Depois morreu-me um dos melhores amigos de sempre, daqueles que nos faziam acreditar que éramos imortais. O Orlando. Era tão livre a pensar e a fazer que se tornou insuportável pensar que ficaria preso para sempre naquela campa fria do cemitério que conhecíamos tão bem desde miúdos. A referência geográfica limite da nossa infância. Ir para lá do cemitério era ir para o estrangeiro. O Orlando nunca mais iria a lado nenhum connosco e isso doeu-nos muito. Acabou por nos unir a todos em redor das suas loucas histórias e insolências escolares.

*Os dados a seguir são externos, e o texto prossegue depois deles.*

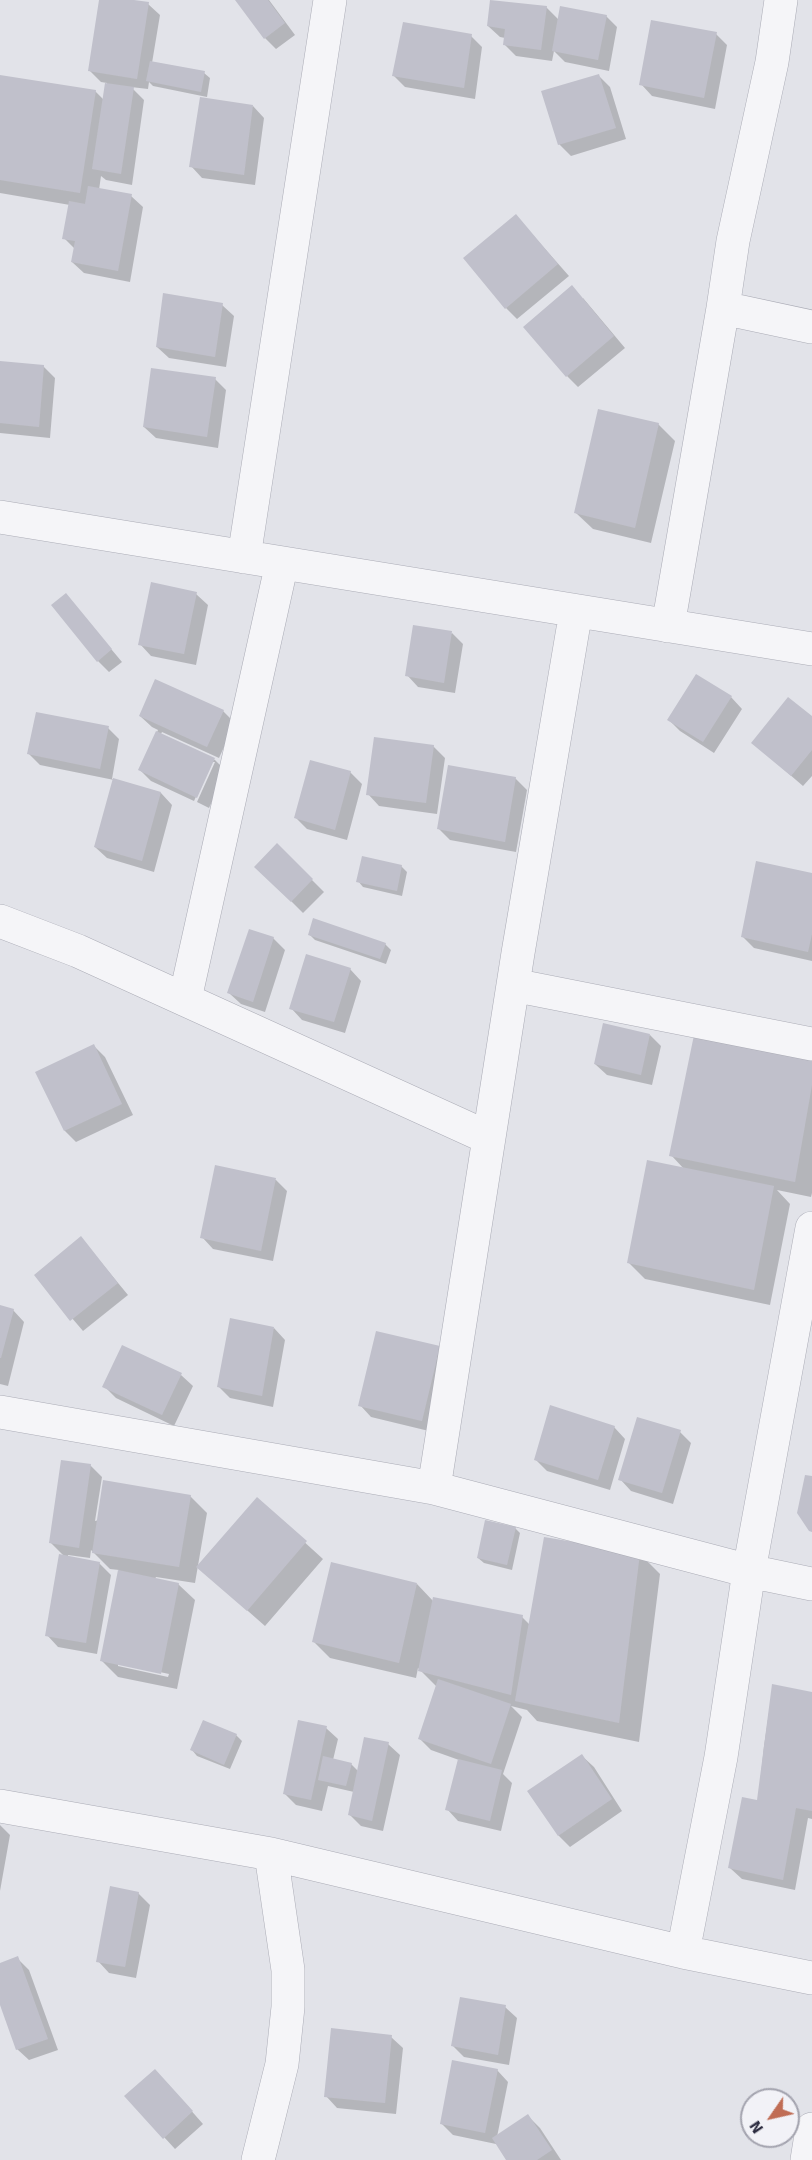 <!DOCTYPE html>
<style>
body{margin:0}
#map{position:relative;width:812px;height:2160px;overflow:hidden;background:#e2e3e9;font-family:Signika,sans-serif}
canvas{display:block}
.north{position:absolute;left:740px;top:2088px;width:60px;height:60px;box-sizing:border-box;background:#f2f2f7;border:2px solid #a3a3ae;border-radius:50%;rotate:236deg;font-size:16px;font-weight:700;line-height:24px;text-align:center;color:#2c2c40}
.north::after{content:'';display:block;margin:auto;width:21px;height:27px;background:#c06d55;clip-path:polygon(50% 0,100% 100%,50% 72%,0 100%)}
</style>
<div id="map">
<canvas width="812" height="2160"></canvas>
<div class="north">N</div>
</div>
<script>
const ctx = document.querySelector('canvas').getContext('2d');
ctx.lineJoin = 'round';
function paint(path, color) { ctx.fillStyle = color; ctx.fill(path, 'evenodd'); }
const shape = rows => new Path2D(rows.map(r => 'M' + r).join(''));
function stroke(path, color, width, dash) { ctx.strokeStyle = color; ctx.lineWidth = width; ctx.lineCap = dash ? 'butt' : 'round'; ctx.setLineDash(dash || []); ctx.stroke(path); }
paint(shape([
 [100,0,124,0,148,4,160,15,152,63,204,73,210,78,207,97,153,86,149,82,148,89,131,87,144,100,132,185,106,180,101,176,99,190,131,196,143,207,130,282,84,273,72,262,75,249,64,238,70,205,0,193,0,76,95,91,104,100,107,83,101,82,89,70],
 [237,0,269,0,295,35,276,49,265,38],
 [546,7,559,20,606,16,617,27,609,71,565,62,554,51,552,61,516,56,504,44,505,38,500,37,488,26],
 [716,34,727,45,715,109,652,96,641,84],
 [471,36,482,47,475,99,405,87,393,75],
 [598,75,610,87,626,139,571,156,559,144],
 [253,106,264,118,255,185,202,178,191,166],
 [516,216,569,276,517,319,506,308],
 [583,298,625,348,578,387,567,376],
 [222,305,234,316,226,367,169,358,157,347],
 [0,363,43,366,55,378,50,438,0,433],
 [215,379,226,390,218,448,156,438,144,427],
 [658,424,675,441,651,543,593,529,576,513],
 [196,594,208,605,196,665,151,656,140,644],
 [66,595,122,662,109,672,98,661],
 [452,633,463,644,455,693,418,687,407,675],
 [731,697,742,709,714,753,680,731,669,720],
 [223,711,235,723,219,758,162,732,161,734,215,760,226,771,209,808,197,802,215,762,212,762,194,801,151,781,140,770,158,730,152,727,140,716],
 [812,718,812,776,803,786,753,743],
 [108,728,119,739,112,779,161,793,172,805,154,872,107,858,95,847,114,780,40,765,29,754],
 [433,746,445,758,437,814,379,806,368,794],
 [350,772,362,784,347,840,307,829,296,818],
 [515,778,527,790,516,852,450,840,439,829],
 [277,845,324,892,303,913,257,867],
 [401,866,407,872,402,896,363,887,358,881],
 [812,875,812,961,754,948,742,936],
 [309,934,385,944,391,950,386,964,315,940],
 [273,938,285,950,265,1012,241,1004,229,993],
 [350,969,361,981,345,1033,302,1020,291,1008],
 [650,1035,661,1046,652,1085,607,1075,595,1064],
 [94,1046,105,1057,133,1115,76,1142,65,1131,37,1072],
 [812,1060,812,1193,811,1197,777,1190,790,1204,770,1305,645,1279,629,1263,684,1169,671,1155],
 [216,1167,276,1180,287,1191,273,1261,213,1249,202,1237],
 [81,1238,128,1295,83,1331,36,1276],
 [0,1307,13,1310,24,1322,8,1386,0,1384],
 [274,1328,285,1340,273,1407,230,1398,219,1387],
 [439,1347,433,1432,371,1417,360,1405],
 [181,1375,193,1386,174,1426,116,1398,104,1386],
 [614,1427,625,1439,610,1490,547,1471,535,1459],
 [680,1432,691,1443,673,1504,631,1491,620,1479],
 [90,1465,102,1477,95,1521,190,1496,207,1513,195,1583,156,1577,155,1579,178,1584,195,1600,177,1689,118,1677,102,1661,119,1570,110,1569,91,1550,90,1558,68,1555,68,1558,99,1563,111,1575,97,1654,58,1647,47,1635,65,1557,50,1542],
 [118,1663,169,1674,168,1677,118,1666],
 [257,1499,323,1559,265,1626,198,1567],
 [515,1528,520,1533,512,1570,484,1563,478,1558],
 [640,1554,660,1574,639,1742,537,1721,527,1710,511,1706,522,1717,503,1774,512,1783,501,1831,458,1821,447,1809,459,1760,431,1750,420,1739,437,1687,418,1668,416,1678,330,1658,314,1642,417,1584,434,1602,522,1617,530,1625],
 [773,1685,812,1693,812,1819,808,1818,795,1890,742,1879,730,1868,758,1802,764,1746],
 [326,1728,338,1739,333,1760,351,1764,359,1772,388,1744,400,1755,383,1831,361,1826,349,1814,354,1792,328,1786,322,1811,296,1805,284,1793],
 [236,1735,242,1741,230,1769,197,1756,192,1750],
 [582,1756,594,1767,622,1811,570,1847,559,1836,530,1791],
 [0,1825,10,1835,0,1891],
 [138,1893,150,1905,136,1978,109,1973,98,1961],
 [17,1958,29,1970,58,2050,29,2060,17,2049,0,2001,0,1964],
 [505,2007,517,2018,509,2065,464,2057,453,2046],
 [391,2037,403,2048,396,2114,337,2108,326,2096],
 [497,2070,508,2082,497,2137,528,2116,540,2128,561,2160,508,2160,496,2142,496,2144,453,2135,441,2123],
 [166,2082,203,2124,175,2149,164,2137]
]), '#0003');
paint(shape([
 [99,0,134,0,149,2,137,79,88,71],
 [235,0,268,0,285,23,264,39],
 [490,0,547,6,541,50,503,45,505,29,487,26],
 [560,6,607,15,598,60,552,51],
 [651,20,717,32,704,98,639,85],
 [403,22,472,34,464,88,392,76],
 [150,61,205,71,201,92,146,81],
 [599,74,616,128,558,145,541,91],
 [0,75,96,90,80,193,0,180],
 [105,83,134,87,121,174,92,169],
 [200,97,253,105,244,175,189,167],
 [88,186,132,194,118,271,71,262,75,241,62,239,69,201,85,204],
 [516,214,558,264,505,309,463,258],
 [572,285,614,336,566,377,523,327],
 [163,293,223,303,215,357,156,347],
 [0,361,44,365,39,427,0,423],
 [151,368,216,377,207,437,143,427],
 [598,409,659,423,635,528,574,513],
 [151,582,197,592,184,654,138,645],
 [66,593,112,649,97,662,51,605],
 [413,625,452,631,444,683,405,676],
 [696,674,732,696,703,742,667,720],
 [155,679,224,710,207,747,139,716],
 [788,697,812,716,812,750,791,776,751,743],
 [36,712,109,726,100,769,27,754],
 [156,731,215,758,197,798,138,770],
 [374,737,434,745,426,803,366,795],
 [310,760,351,771,335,830,294,818],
 [448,765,516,777,505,842,437,829],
 [113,778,161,792,142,861,94,847],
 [277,843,313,879,291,902,254,867],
 [362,856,402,865,397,891,356,882],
 [756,861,812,873,812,934,808,952,741,937],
 [313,918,386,943,380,959,308,935],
 [249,929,274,937,253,1002,227,993],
 [306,954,351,968,334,1022,289,1009],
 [603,1023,650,1034,641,1075,594,1064],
 [694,1035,812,1059,812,1085,795,1182,669,1156],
 [94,1044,122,1104,64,1131,35,1072],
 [647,1160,774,1186,754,1290,627,1263],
 [215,1165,276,1178,261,1251,200,1238],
 [81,1236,118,1283,70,1321,34,1275],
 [0,1305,14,1309,1,1358,0,1358],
 [230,1318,274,1327,262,1396,217,1387],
 [376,1331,440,1346,422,1421,358,1406],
 [122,1345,182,1373,162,1415,102,1387],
 [550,1405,615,1426,598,1480,534,1460],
 [637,1417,681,1430,662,1493,618,1480],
 [61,1460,91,1464,79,1548,49,1543],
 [805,1475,812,1476,812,1532,809,1531,797,1513],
 [103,1480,191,1495,179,1567,92,1553],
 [257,1497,307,1541,247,1611,196,1567],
 [485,1520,516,1527,507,1565,477,1558],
 [544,1537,640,1553,619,1723,515,1701],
 [59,1554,100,1562,86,1643,45,1636],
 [331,1562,417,1583,399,1663,312,1642],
 [118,1570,179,1583,161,1674,100,1661],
 [433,1597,523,1615,511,1695,418,1671],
 [438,1679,511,1704,491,1764,418,1739],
 [772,1684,812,1692,812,1811,796,1808,783,1880,728,1868,742,1797,757,1800],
 [203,1720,237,1734,224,1765,190,1750],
 [298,1720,327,1726,311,1800,283,1794],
 [364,1737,389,1742,372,1821,348,1815],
 [582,1754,612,1799,558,1836,527,1791],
 [323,1756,352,1763,346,1786,318,1780],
 [458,1759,502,1770,490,1821,445,1810],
 [110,1886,139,1892,125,1967,96,1962],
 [18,1956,48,2039,16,2050,0,2005,0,1963],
 [460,1997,506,2005,498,2055,451,2046],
 [331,2028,392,2035,385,2103,324,2097],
 [452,2060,498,2069,485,2133,440,2124],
 [155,2069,193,2111,163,2139,124,2096],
 [528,2114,552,2150,537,2160,506,2160,492,2138]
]), '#c0c0cb');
const minor = shape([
 [781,0,772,62,733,241,723,308,812,327],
 [0,517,812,649],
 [244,557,330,0],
 [668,626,723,308],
 [0,921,78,951,489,1138],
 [513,985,812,1044],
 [185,999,282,563],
 [0,1412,434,1488,749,1571,812,1584],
 [434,1488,518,953,576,611],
 [0,1806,271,1854,683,1952,812,1978],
 [683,1952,721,1757,749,1571,812,1228],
 [258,2160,282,2064,288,2007,288,1970,271,1854],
 [807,2160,812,2129]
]);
stroke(minor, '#abacb6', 34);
stroke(minor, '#f5f5f8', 33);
</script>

Há uns anos morreram-me os meus avós. Pessoas que adorava e que fazem parte das minhas melhores memórias de infância. Uma dor insuportável que aparece sempre colada às pessoas insubstituíveis no nosso coração. Pessoas para quem eu tinha sempre razão, e os meus pais não - coisa maravilhosa na infância -, pessoas sempre carinhosas comigo que eu só via no máximo três vezes por ano. Não há nada que substitua uma festa no rosto dada pela mão sedosa dos avós, mesmo que estejam sulcadas por rugas profundas que atestam uma vida de muitas dificuldades.
 
Agora, muitos anos mais tarde, começam a morrer-me as pessoas com quem trabalhei, com quem aprendi, que me habituei a admirar e a citar como bons exemplos desta profissão que ao contrário do que dizem é mesmo a mais velha do mundo. Morreram-me o Fernando de Sousa, o Etiano Branco, o José António Salvador, o Jorge Pena, o João Ferro e muitos outros. 
 
Muitos deles morreram sem que se cumprisse uma coisa tão simples como almoçarmos ou jantarmos sem hora marcada para o fim, para actualizarmos conversas adiadas e cumprirmos velhas promessas. Salvou-se o Jorge Pena com quem partilhei umas belas doses de ameijoas e um branco fresquinho com vista para o rio na margem de Alcochete. A Xana nunca soube em vida que tínhamos violado a proibição de consumo alcoólico, como se fosse o último desejo de um condenado. Quando lhe contei ela sorriu com saudades dessa teimosia saudável que não resistiu ao bicho nos pulmões. 

As pessoas morrem-nos todos os dias, e com elas morre um pouco de nós. Que nos acorde a urgência de vivermos e cumprirmos as nossas pequenas promessas. A de cumprirmos os rituais simples da amizade será uma das mais prioritárias.